Directors: Seth Rogen and Evan Goldberg
Stars: James Franco, Seth Rogen
4 (out of 5) Globes
Yes, there have been terrorist threats over a Seth Rogen movie with a Guinness-level number of anus jokes. “The Interview” — a very filthy comedy about the attempted assassination of North Korean despot Kim Jong-Un — has had its release canceled for fears of threats on theaters showing it — a lot of brouhaha over a very silly film, one with a peerlessly silly James Franco turn and lots and lots of Katy Perry. As satires go, this isn’t “Dr. Strangelove,” even if it ends in a ballsier cinematic act of war. It’s a bunch of clowns seeing how far they can go in mocking the humorless, just to see what will happen. How could they have known the battle line was basically nonexistent?
“The Interview” isn’t even the first movie to take out a North Korean leader. The world survived “Team America,” which turned a puppet Kim Jong-il into a cockroach. Here, his tyrannical, babyfaced son (Randall Park) becomes the target of CIA lust after he agrees to a chat with Franco’s David Skylark, a lowest common denominator infotainment god. Before he and his producer, Aaron (Rogen, who also co-directed), leave for the dictatorship, they agree — without really fully understanding the gravity of their situation — to perform a covert form of poisoning.
The funny thing about North Korea — or sympathizers, or whatever the hell the rogue hacker team known as “Guardians of Peace” are — getting up in arms over “The Interview” is that Park’s Kim winds up being unexpectably semi-sympathetic. Introduced meekly introducing himself to Franco’s Skylark, he’s a superfan who blurts out how nervous he is to meet one of his favorite TV stars. He can’t hide his obsession with American junk culture, including reciting Perry’s “Wide Awake” while in tears, or keep from detailing the mental abuse laid on him by his late father. He and Skylark bond over being despised by those who view them as dangerous for culture — and, in Kim’s case, the human race.
There are more twists to come, some not so charitable towards its real-life monster. But “The Interview” grants Kim more humanity than the news ever has, all the while never holding back on exposing (well, mocking) the grim realities of life above South Korea. Everything’s building to a “Frost/Nixon”-style tete-a-tete that spills over into an outsized action climax, one that outdoes the other big Rogen-Franco pair-up, the stoner actioner “Pineapple Express.” Rogen and company’s glee in going really far is apparent; you can see them bowling over the first time they saw the crazy things they come up with materialize on-screen. Even one key moment, whose censorship has been detailed all over the news, does, for the record, go pretty, hilariously far.
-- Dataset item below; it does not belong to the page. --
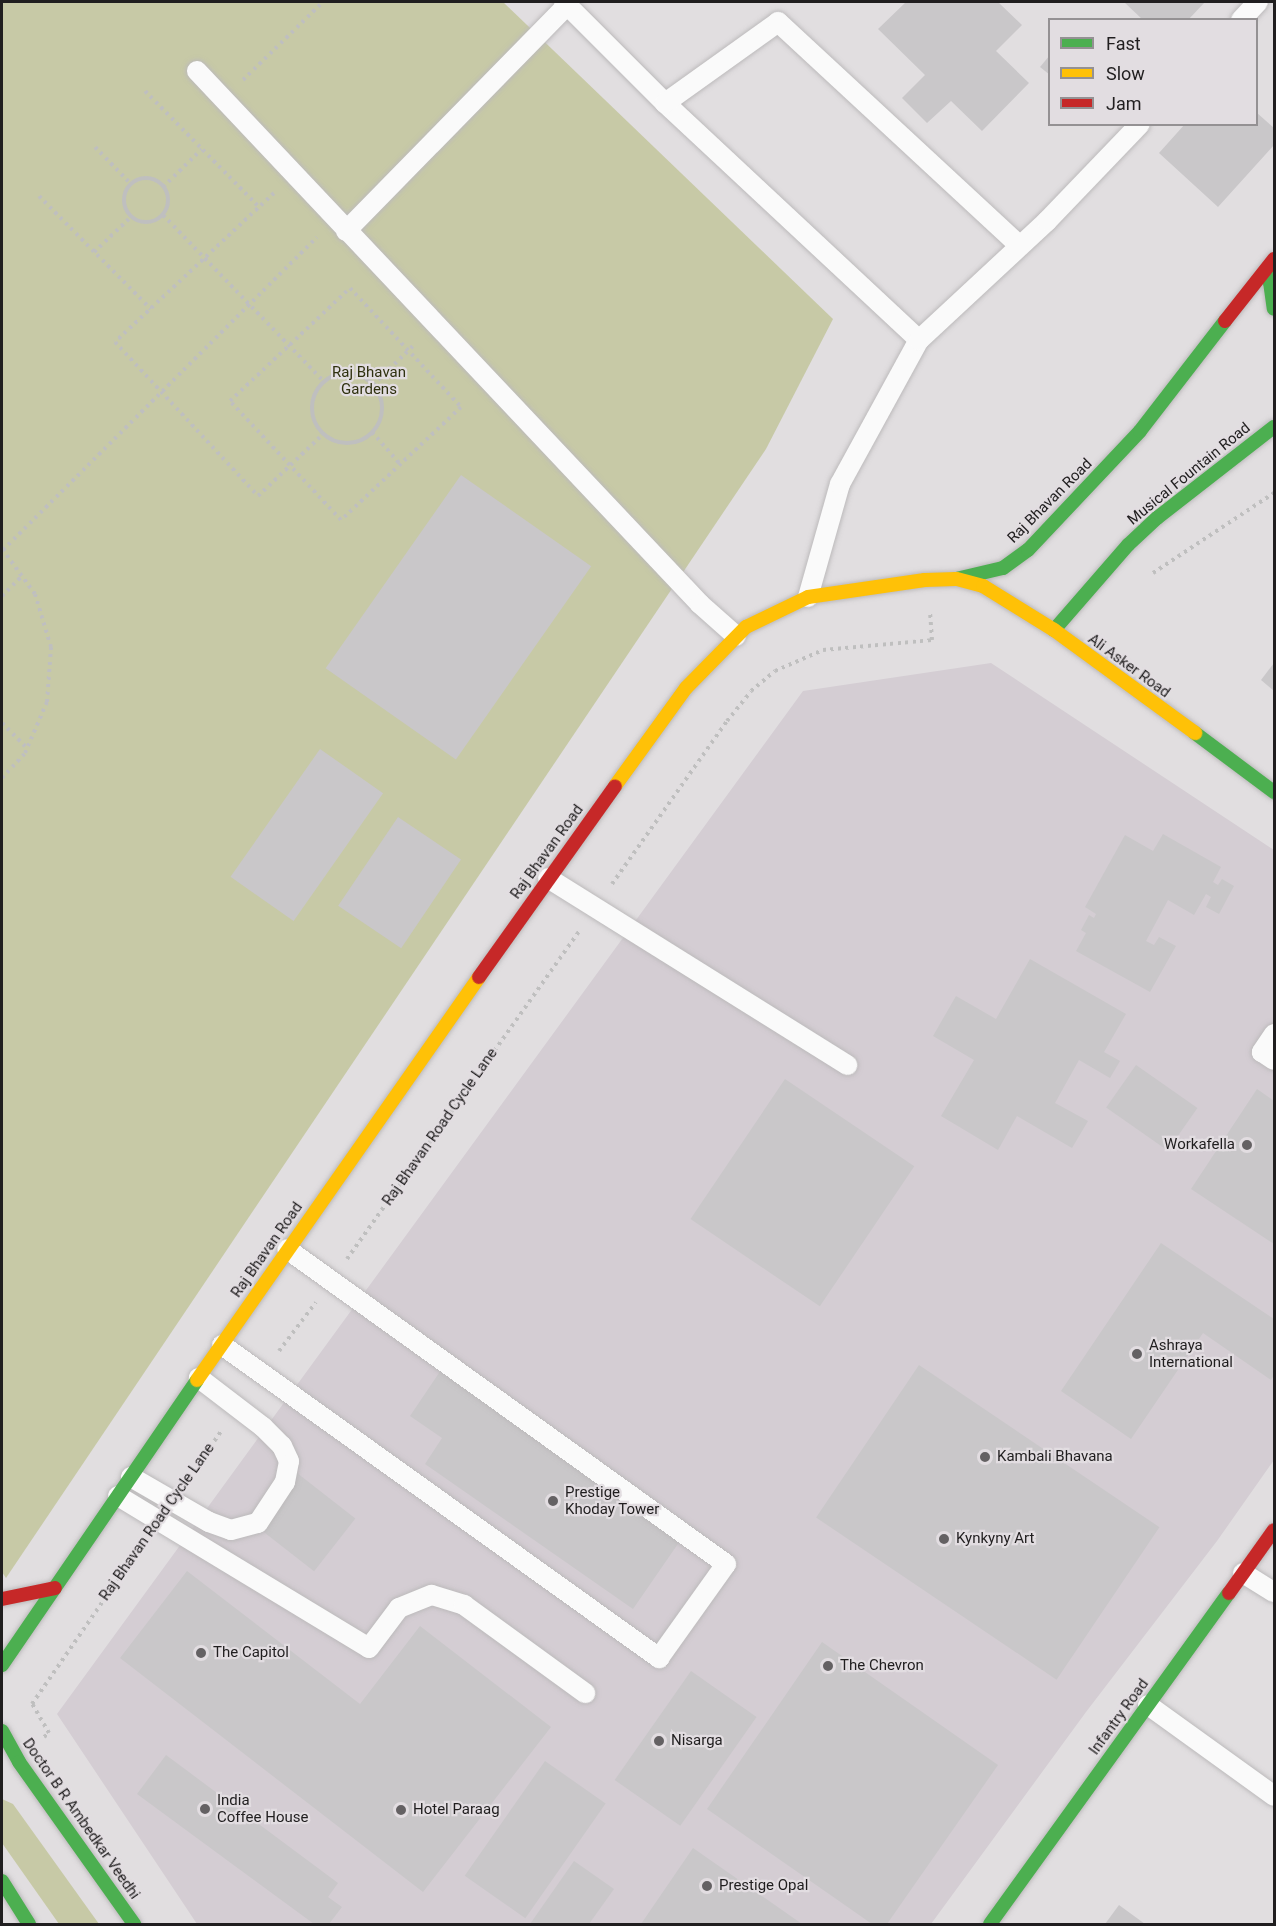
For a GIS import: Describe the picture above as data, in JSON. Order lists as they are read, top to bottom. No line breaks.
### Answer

It’s all a joke, if one that evidently doesn’t go over well when described to humorless political leaders. And yet the funniest part isn’t its cajones, or even that a film about idiots attempting a political killing is a dumb comedy that may have sparked an international incident.It’s Franco. There can be great whiplash between his real-life serious artiste side — another of his dodgy film experiments, the grad student-made “The Color of Time,” just hit theaters and VOD — and his goofball entertainment persona. But when he tries to be funny Franco’s really, really funny. Skylark isn’t an iconic character, like “Spring Breakers”’ Mr. Alien, but he’s more unpredictable, spastic, and he has an even more catchy-questionable one-liner (involving the word “anus,” of course). He’s a super-manchild, one caught in a cycle of childlike euphoria, insecurity and betrayal. His bromance with Kim Jong-Un may be the most intense movie relationship of the year, and of course one that, like “This is the End,” fiddles winkingly with the real-life questioning of the star’s sexuality. “The Interview” isn’t worth dying for, but more contraband needs someone calling John Kerry an “oak tree-looking f—.”